The first thing that struck me was the noise. Next to me, a father and his 16-year-old son were blasting away with sub-machineguns.

I guess the right to bear arms puts a new slant on father-and-son bonding sessions.

I still wasn't sure I understood the allure of such an activity, until they handed me my Magnum. Suddenly I got why the staff walked with a swagger. I felt tough. I could've arm-wrestled Dirty Harry himself.

I took aim and fired.

Miss.

OK, so I'm no Dirty Harry; however, while readjusting my aim, I noticed how hard I was concentrating. Everything quietened. My focus narrowed and I took the second shot. Hit.
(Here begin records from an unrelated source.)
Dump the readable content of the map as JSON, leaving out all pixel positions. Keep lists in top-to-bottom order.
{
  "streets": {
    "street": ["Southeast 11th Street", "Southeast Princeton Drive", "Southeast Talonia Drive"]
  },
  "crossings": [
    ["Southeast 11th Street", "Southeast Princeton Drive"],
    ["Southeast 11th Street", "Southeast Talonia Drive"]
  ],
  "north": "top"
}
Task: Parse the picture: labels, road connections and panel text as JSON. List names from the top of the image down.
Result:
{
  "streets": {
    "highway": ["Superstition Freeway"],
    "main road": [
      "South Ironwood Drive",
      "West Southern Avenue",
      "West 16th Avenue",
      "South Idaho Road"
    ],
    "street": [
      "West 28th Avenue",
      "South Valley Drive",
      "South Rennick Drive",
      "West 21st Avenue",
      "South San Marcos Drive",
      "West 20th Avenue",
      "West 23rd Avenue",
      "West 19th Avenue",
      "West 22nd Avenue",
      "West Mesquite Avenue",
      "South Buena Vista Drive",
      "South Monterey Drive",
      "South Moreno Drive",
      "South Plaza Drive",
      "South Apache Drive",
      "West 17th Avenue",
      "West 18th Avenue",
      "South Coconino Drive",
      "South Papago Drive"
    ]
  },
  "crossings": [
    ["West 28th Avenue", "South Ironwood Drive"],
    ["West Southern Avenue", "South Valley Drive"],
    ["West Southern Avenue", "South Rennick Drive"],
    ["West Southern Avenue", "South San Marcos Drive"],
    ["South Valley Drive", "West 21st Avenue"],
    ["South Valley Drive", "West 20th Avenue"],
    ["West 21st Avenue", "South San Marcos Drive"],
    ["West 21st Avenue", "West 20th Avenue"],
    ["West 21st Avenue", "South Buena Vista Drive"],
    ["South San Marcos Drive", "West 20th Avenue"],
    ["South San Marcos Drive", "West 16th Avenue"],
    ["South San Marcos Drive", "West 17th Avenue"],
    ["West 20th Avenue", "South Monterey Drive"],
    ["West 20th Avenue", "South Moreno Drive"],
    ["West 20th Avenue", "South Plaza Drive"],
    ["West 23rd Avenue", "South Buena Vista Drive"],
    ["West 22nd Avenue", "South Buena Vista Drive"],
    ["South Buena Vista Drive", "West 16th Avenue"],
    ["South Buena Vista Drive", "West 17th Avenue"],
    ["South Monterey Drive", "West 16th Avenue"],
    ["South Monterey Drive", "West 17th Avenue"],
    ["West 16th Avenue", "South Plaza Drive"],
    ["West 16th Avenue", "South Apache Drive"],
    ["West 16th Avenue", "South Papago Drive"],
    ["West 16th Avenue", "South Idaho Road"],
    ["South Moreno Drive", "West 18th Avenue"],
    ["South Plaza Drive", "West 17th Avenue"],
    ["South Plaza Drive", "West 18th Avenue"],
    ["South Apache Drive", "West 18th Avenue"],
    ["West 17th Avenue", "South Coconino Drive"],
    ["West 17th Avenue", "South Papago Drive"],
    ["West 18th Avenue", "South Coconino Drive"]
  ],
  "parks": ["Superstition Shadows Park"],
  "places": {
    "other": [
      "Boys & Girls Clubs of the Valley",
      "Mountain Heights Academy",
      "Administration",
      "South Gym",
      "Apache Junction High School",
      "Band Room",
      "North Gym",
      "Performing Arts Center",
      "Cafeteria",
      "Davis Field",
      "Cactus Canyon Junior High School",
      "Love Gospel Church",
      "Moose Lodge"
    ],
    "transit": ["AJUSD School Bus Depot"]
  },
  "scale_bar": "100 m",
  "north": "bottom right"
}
I understand now the meditative element to shooting a gun. It's almost like yoga. My hippie friends would disagree but I have a feeling even the surliest of The Gun Store staff wouldn't. When I asked what gun I should try next, the previously abrupt military man behind the counter finally warmed up. "You gotta try the sniper rifle," he said. "It's an art form."

Guns with artistic merit? No alcohol or poker machines in sight? Good ol' father-and-son family sessions?

I had certainly found something that was uniquely American.

TRIP NOTES

The Gun Store is at 2900 E. Tropicana, Las Vegas, Nevada. The indoor range is open seven days week, 9am-6.30pm, and until 9pm on Fridays and Saturdays. See thegunstorelasvegas.com.